On Friday evening I went to the installation of the new vicar at St. Patrick’s. Now I always feel awkward at these things, just as I did on this occasion, and in reading this passage I realise now why that is. Just as in my own installation here the service ran counter to the Gospel.

Firstly the clergy had special reserved seats right at the front. There were people standing at the back for the whole service - those who hadn’t got in early enough to find a seat, whilst we were treated as important guests, those at the dominant end of the church hierarchy, who had seats set aside for us with the best view. And of course we were all wearing robes, to show again our importance.

And then the priest, as it was with me here, is treated with great honour as a new leader, someone who has come to bring order and direction, and I find myself thinking, ‘What on earth are we doing?’

The very first action of a new priest should be to wash the feet of everyone present. The clergy should be the ones who are standing at the back, and the church cleaners, the ones who put out the rubbish for you and make sure there’s always loo roll in the toilet even though you don’t see them do it, they should be the ones at the front in the special guest seats.

How did we get it so wrong?

And it has happened over and again in ministry that when I have tried to move people into positions of responsibility I have had other people say to me, ‘Have they earned it?’ Of course they haven’t! That’s the whole point! That’s the Gospel, that the ones who are at the bottom don’t have to begin to assert some kind of dominance in order to get some kind of recognition and gradually work there way up.
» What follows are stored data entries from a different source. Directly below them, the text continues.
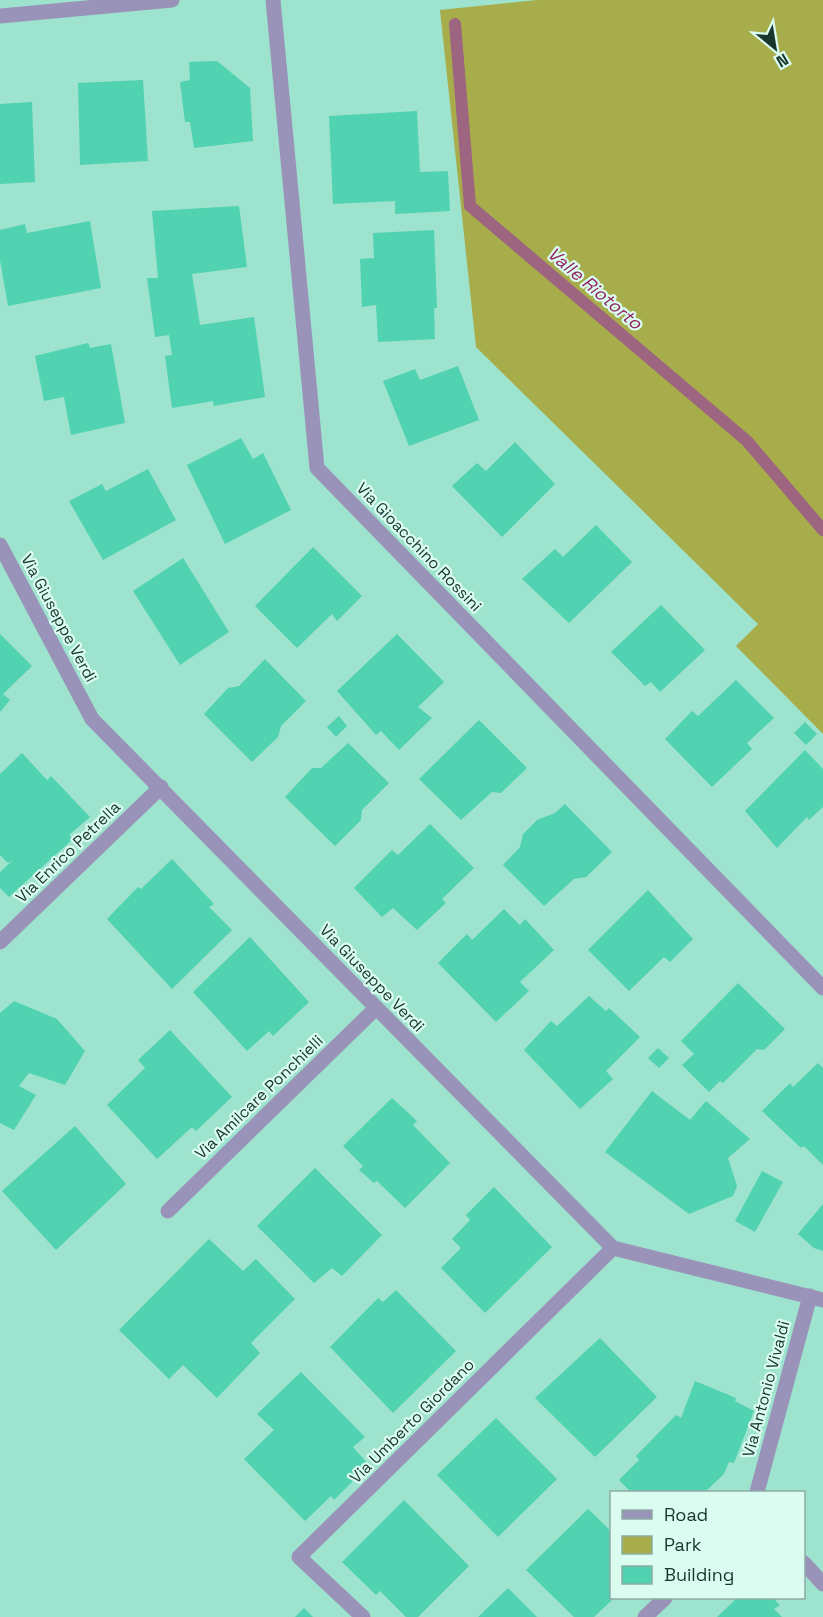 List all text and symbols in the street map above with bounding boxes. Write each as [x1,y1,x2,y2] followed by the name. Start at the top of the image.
[745,18,805,78] north arrow
[772,49,792,72] text: N
[543,242,648,335] water label: Valle Riotorto
[352,478,486,616] street label: Via Gioacchino Rossini
[16,550,102,686] street label: Via Giuseppe Verdi
[11,797,125,907] street label: Via Enrico Petrella
[315,920,429,1036] street label: Via Giuseppe Verdi
[190,1030,328,1164] street label: Via Amilcare Ponchielli
[738,1318,794,1460] street label: Via Antonio Vivaldi
[345,1354,479,1488] street label: Via Umberto Giordano
[610,1491,805,1599] legend
[664,1503,708,1526] text: Road
[664,1533,702,1556] text: Park
[664,1563,734,1586] text: Building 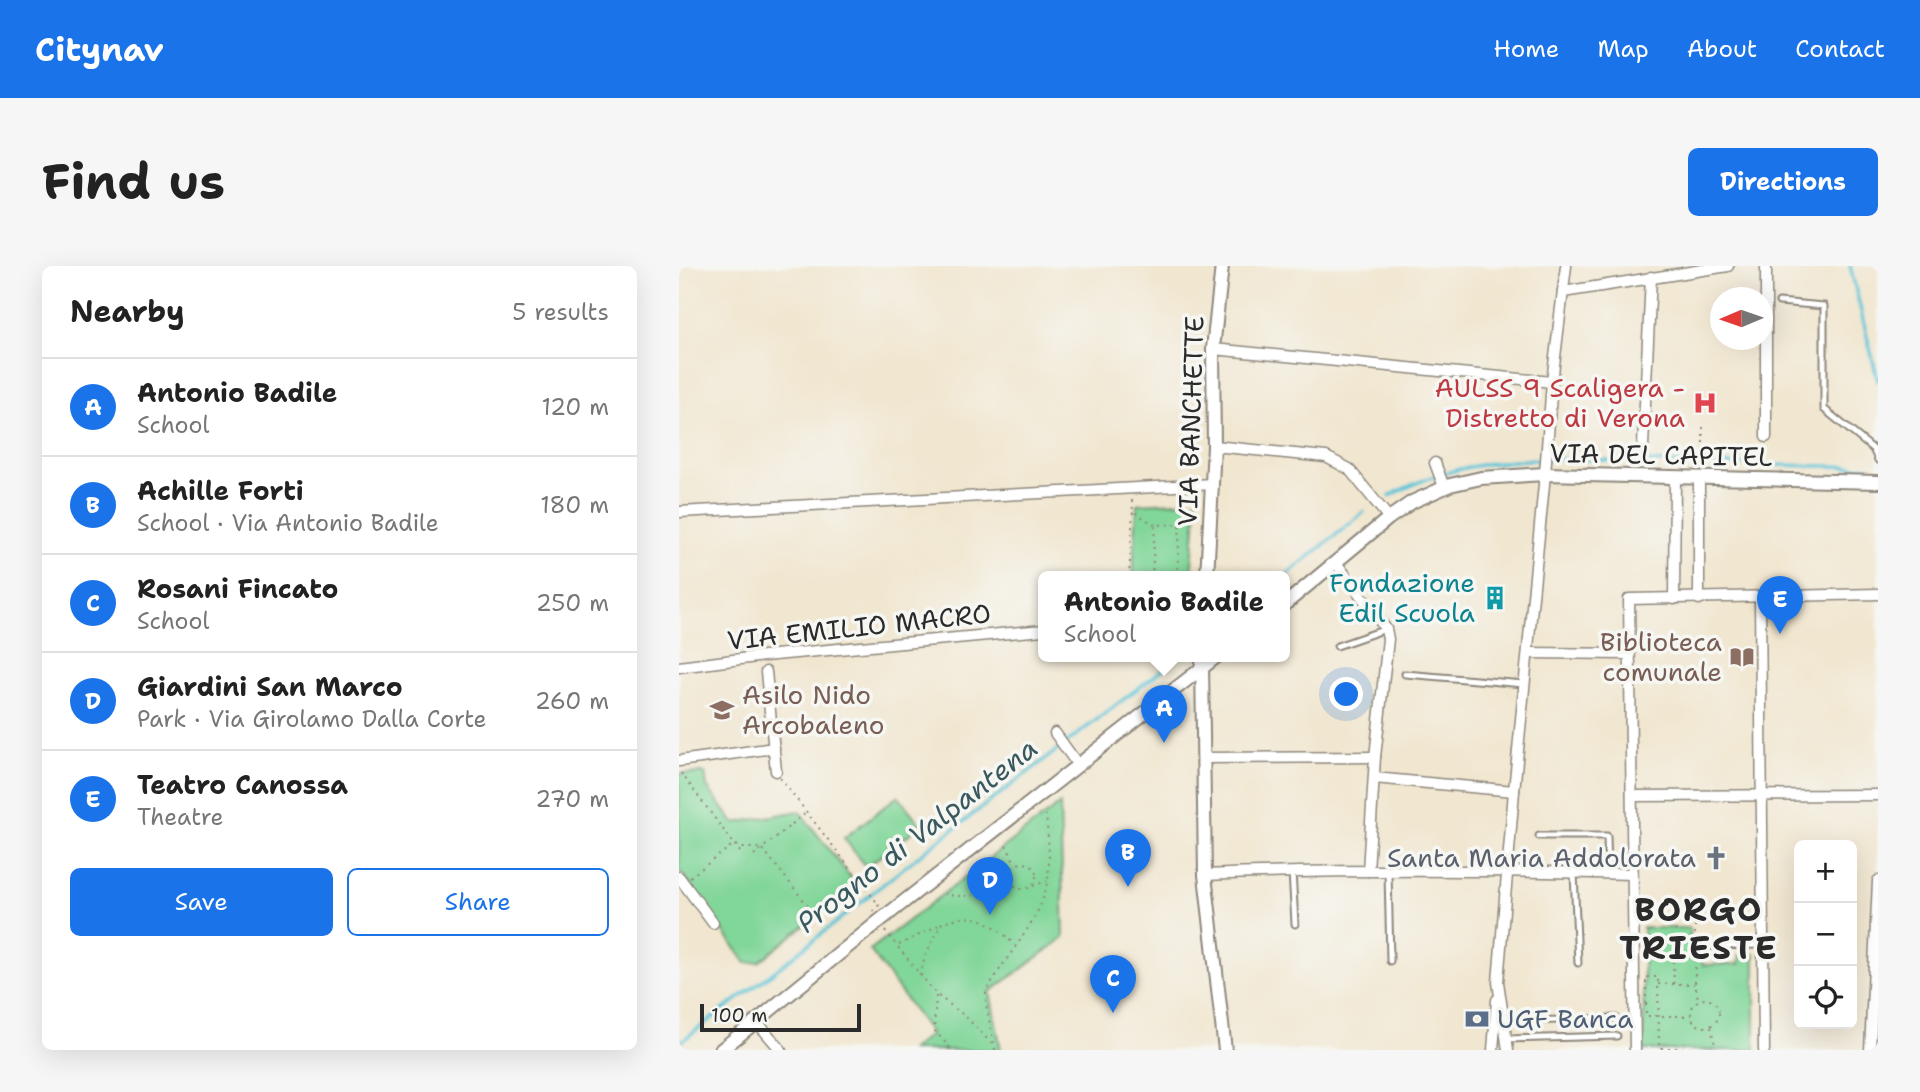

That is anti-Christian. John gives this story such prominence in the life of Jesus that it must be a defining feature of what church life is like. Yes of course we will have people who are more able and gifted in some things than others. But it does not, in any way, make them more important.

This requires such vigilance in ourselves because we are animals of this planet. Our natural instinct is to try and live the patterns of dominance and submission that so many of us have been marked by in our lives so far, and Jesus says, ‘It must not be so amongst you. Love one another as I have loved you.’

So if Jesus, the Son of God, the hands through whom you were created, if he should wash your feet, then how much more should we wash each other’s feet. And when we are tempted to try and rise up the church social hierarchy, let us instead remember the image with God having a towel around his waist, and do our best to destroy all vestigies of that hierarchy as being of the world, the flesh and the devil.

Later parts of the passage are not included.